Страница 8 из 16
Кузнец насупился:
– Странное предлагаешь, нойон. И рукоять делать – это не ко мне, я с бронзой и золотом не работаю.
– Придётся поработать, кузнец. И быстро. Лишь бы немного было похоже, чем грубее – тем лучше.
– Я тяп-ляп не умею.
– Сумеешь, кузнец. Постараешься, и всё у тебя получится.
Мастер скривился:
– Две недели.

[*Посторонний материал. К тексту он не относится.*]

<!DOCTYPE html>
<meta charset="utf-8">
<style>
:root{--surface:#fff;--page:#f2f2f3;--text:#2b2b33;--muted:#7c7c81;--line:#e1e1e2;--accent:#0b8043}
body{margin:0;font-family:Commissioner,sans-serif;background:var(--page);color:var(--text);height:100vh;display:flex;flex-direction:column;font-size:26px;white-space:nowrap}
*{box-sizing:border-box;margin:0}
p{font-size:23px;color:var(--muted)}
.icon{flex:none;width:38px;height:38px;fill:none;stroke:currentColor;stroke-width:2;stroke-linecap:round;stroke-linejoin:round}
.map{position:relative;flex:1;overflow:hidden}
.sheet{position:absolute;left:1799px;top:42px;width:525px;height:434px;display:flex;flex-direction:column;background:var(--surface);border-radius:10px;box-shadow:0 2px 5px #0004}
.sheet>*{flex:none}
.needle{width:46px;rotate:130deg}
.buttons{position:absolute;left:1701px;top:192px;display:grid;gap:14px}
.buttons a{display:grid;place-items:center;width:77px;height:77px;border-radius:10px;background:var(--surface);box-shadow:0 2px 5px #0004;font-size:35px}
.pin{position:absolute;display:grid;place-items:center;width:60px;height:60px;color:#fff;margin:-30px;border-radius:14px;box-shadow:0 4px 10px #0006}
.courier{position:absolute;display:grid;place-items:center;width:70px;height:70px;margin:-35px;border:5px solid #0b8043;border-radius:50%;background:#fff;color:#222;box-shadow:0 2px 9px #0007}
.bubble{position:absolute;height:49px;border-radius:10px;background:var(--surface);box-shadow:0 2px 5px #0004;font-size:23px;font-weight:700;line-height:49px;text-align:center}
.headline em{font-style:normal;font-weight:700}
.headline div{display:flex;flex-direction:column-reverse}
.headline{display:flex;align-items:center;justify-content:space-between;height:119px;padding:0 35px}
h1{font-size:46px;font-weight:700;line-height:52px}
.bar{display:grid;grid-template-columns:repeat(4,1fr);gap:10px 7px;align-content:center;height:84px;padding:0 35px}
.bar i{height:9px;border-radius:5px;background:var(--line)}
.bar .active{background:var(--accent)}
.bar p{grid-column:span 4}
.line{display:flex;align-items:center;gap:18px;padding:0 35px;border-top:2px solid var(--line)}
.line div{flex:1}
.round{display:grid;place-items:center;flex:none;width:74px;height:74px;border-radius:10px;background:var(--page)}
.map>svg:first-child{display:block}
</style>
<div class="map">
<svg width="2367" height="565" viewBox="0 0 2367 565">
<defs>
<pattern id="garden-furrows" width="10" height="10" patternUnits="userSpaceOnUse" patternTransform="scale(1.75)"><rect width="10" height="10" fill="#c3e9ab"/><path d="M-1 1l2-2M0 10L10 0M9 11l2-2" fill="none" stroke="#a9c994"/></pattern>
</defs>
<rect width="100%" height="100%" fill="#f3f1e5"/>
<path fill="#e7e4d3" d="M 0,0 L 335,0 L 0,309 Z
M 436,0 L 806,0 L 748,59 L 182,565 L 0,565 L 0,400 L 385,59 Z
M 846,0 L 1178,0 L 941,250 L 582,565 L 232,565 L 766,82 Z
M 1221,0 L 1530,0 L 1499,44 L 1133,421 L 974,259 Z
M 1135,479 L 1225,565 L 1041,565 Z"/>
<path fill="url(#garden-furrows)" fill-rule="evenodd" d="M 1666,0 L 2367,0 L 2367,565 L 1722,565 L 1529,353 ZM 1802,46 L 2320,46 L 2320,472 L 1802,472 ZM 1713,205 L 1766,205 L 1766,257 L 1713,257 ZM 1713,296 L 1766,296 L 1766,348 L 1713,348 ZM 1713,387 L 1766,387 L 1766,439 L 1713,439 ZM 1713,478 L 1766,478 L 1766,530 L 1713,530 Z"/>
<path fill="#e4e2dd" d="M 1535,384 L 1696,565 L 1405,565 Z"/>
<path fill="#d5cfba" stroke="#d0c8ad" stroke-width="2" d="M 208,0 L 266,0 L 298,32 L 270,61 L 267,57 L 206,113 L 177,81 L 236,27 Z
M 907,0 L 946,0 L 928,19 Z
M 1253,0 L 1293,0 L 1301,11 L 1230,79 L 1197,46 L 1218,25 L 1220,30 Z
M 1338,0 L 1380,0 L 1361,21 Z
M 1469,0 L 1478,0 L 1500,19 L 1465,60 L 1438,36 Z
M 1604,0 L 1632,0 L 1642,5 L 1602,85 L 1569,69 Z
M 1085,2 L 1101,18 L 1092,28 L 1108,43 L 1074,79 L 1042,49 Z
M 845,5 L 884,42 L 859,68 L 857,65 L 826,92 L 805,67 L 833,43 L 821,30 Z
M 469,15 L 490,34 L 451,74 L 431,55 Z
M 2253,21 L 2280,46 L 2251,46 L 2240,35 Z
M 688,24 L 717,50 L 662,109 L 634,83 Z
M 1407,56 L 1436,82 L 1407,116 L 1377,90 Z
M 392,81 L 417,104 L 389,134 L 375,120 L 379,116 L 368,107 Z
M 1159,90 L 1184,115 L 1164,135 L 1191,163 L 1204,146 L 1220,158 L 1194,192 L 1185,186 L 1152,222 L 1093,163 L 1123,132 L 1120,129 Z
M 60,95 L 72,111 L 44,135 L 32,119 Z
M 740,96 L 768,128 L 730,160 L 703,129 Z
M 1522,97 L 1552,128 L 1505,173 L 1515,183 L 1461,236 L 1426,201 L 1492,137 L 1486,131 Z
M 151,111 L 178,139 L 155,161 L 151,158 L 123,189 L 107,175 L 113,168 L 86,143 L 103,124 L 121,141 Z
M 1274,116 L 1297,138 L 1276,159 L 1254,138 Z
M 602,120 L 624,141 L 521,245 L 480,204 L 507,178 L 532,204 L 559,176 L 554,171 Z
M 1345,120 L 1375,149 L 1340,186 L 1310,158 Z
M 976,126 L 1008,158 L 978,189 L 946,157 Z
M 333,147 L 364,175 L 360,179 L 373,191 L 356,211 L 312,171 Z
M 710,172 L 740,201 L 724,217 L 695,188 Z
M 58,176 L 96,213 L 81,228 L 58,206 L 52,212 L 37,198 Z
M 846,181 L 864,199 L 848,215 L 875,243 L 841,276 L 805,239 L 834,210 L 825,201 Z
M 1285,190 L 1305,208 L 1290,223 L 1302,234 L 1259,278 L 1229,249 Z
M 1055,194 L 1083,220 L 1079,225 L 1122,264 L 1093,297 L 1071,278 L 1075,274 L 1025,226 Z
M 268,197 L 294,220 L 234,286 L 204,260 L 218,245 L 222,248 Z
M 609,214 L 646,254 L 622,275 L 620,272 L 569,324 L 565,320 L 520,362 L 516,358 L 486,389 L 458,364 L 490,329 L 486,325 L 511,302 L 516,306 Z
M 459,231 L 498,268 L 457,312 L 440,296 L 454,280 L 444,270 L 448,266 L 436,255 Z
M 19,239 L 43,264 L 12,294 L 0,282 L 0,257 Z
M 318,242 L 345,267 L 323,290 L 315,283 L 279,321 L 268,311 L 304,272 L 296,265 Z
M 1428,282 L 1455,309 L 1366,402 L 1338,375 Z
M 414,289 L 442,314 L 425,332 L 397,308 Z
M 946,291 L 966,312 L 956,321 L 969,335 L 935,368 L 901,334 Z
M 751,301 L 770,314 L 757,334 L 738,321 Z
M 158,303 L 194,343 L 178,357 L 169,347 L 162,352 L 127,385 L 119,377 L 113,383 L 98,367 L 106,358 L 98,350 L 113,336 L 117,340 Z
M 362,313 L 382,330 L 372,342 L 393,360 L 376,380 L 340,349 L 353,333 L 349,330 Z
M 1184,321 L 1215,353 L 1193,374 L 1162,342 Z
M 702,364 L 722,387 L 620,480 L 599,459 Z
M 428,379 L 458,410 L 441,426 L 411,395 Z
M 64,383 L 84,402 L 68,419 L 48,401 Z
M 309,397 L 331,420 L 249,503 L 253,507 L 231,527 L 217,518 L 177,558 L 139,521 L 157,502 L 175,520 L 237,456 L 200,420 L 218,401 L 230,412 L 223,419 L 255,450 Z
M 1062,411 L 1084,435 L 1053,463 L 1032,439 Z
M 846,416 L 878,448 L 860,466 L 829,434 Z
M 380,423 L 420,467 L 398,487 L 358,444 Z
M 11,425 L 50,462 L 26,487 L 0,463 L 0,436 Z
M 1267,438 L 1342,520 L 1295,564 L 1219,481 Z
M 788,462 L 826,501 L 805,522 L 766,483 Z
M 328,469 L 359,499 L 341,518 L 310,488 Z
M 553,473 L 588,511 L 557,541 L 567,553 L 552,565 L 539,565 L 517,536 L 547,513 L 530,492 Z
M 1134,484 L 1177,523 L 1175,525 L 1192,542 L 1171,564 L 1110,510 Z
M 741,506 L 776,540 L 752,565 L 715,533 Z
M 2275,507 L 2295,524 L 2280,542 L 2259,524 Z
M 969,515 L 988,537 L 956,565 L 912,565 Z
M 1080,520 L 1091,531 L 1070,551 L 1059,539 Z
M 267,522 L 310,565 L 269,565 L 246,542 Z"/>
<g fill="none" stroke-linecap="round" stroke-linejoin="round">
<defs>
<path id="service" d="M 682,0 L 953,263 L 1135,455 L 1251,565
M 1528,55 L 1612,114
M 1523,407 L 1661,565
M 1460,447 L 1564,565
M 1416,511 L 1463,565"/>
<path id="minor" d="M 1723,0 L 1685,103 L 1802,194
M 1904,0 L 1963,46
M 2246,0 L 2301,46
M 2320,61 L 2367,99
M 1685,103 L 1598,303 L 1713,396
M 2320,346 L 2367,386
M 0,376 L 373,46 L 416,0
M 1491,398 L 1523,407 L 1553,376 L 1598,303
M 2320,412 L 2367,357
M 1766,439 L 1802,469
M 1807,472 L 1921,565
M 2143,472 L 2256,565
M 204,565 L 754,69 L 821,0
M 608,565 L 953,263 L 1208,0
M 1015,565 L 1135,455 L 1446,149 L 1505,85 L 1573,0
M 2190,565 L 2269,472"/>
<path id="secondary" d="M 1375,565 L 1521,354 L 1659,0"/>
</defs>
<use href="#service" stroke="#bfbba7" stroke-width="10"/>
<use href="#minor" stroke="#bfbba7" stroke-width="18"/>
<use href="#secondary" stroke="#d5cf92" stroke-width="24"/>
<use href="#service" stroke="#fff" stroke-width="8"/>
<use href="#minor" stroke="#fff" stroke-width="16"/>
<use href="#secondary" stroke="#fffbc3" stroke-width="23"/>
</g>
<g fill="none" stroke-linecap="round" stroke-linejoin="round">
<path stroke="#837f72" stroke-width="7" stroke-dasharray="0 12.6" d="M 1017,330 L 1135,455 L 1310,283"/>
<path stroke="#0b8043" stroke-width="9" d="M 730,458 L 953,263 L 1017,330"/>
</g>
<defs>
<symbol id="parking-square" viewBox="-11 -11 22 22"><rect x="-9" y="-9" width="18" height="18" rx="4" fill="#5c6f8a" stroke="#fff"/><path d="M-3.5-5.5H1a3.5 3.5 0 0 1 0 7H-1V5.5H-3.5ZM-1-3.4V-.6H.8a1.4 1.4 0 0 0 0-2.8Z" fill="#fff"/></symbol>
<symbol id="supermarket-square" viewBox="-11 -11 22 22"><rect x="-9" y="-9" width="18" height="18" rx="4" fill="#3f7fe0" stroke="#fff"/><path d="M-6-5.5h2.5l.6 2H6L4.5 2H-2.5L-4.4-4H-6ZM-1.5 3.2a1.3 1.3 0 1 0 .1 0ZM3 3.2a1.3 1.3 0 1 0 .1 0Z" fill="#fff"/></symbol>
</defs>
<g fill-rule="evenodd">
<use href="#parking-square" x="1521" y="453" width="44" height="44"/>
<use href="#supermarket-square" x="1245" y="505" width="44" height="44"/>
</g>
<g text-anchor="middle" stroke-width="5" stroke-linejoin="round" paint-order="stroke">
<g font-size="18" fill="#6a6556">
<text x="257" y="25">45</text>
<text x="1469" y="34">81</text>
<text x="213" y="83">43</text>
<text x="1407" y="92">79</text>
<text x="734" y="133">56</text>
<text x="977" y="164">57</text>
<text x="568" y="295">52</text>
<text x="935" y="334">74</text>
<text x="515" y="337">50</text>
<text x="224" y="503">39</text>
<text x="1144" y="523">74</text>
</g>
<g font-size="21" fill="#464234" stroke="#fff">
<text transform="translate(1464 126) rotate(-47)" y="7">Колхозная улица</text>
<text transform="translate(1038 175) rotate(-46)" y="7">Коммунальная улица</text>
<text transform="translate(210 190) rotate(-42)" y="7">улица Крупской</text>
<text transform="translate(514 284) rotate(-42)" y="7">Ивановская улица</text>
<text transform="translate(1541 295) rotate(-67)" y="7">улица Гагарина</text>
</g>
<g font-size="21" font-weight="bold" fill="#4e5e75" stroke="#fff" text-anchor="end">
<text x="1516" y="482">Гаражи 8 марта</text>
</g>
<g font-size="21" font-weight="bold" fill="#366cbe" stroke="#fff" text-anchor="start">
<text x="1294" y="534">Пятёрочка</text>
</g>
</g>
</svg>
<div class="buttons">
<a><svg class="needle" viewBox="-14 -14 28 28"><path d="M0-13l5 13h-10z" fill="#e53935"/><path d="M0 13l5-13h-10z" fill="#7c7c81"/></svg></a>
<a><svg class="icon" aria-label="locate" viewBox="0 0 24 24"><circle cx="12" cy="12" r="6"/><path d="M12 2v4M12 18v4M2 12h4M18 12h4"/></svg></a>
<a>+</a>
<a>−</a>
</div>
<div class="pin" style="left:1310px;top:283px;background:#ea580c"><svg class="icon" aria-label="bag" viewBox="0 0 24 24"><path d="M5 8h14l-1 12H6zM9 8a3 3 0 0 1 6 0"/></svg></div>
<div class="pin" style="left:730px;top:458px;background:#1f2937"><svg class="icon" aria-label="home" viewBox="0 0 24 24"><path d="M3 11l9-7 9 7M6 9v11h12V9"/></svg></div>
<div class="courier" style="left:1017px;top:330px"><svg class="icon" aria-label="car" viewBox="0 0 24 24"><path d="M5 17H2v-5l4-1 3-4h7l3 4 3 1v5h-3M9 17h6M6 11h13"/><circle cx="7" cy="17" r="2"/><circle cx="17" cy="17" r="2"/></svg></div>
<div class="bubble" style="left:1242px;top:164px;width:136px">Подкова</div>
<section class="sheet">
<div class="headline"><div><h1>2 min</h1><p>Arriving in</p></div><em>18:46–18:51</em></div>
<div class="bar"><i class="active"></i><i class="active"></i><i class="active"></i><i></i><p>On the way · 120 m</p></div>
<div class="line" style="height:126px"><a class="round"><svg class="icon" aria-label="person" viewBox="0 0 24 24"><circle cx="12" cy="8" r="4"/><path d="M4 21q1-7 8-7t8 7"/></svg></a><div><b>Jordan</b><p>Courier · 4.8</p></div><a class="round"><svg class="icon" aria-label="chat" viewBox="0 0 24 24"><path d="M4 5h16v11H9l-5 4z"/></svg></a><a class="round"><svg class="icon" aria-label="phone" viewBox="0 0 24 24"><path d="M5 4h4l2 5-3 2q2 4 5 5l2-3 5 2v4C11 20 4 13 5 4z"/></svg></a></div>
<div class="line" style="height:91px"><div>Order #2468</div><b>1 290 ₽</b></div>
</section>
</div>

Как платить будешь? Обычно я беру два цзиня серебра, но тут…
– Плата простая, – резко перебил Субэдэй, – оставлю тебя в живых, а твою жену и трёх детей не велю продать в рабство. Устроит тебя такая цена?
Кузнец рухнул на колени, согнулся в поклоне.
– Сделать надо до завтрашнего вечера, – сказал Субэдэй, – и никто не должен знать о заказе. Даже твои подмастерья.
– Да как… – поднял глаза кузнец. И осёкся. Кивнул: – Всё сделаю, нойон. Только не трогай семью.
– Вот и славно. Начинай прямо сейчас. Посмотри на клинок внимательно. Работать будешь по памяти.
Уходя, положил тяжёлый мешочек у порога. Произнёс, не оборачиваясь:
– Это задаток. С тобой останутся мои люди, будет нужно что-нибудь – скажешь им. Исполнишь заказ – станешь самым богатым мастером в стране.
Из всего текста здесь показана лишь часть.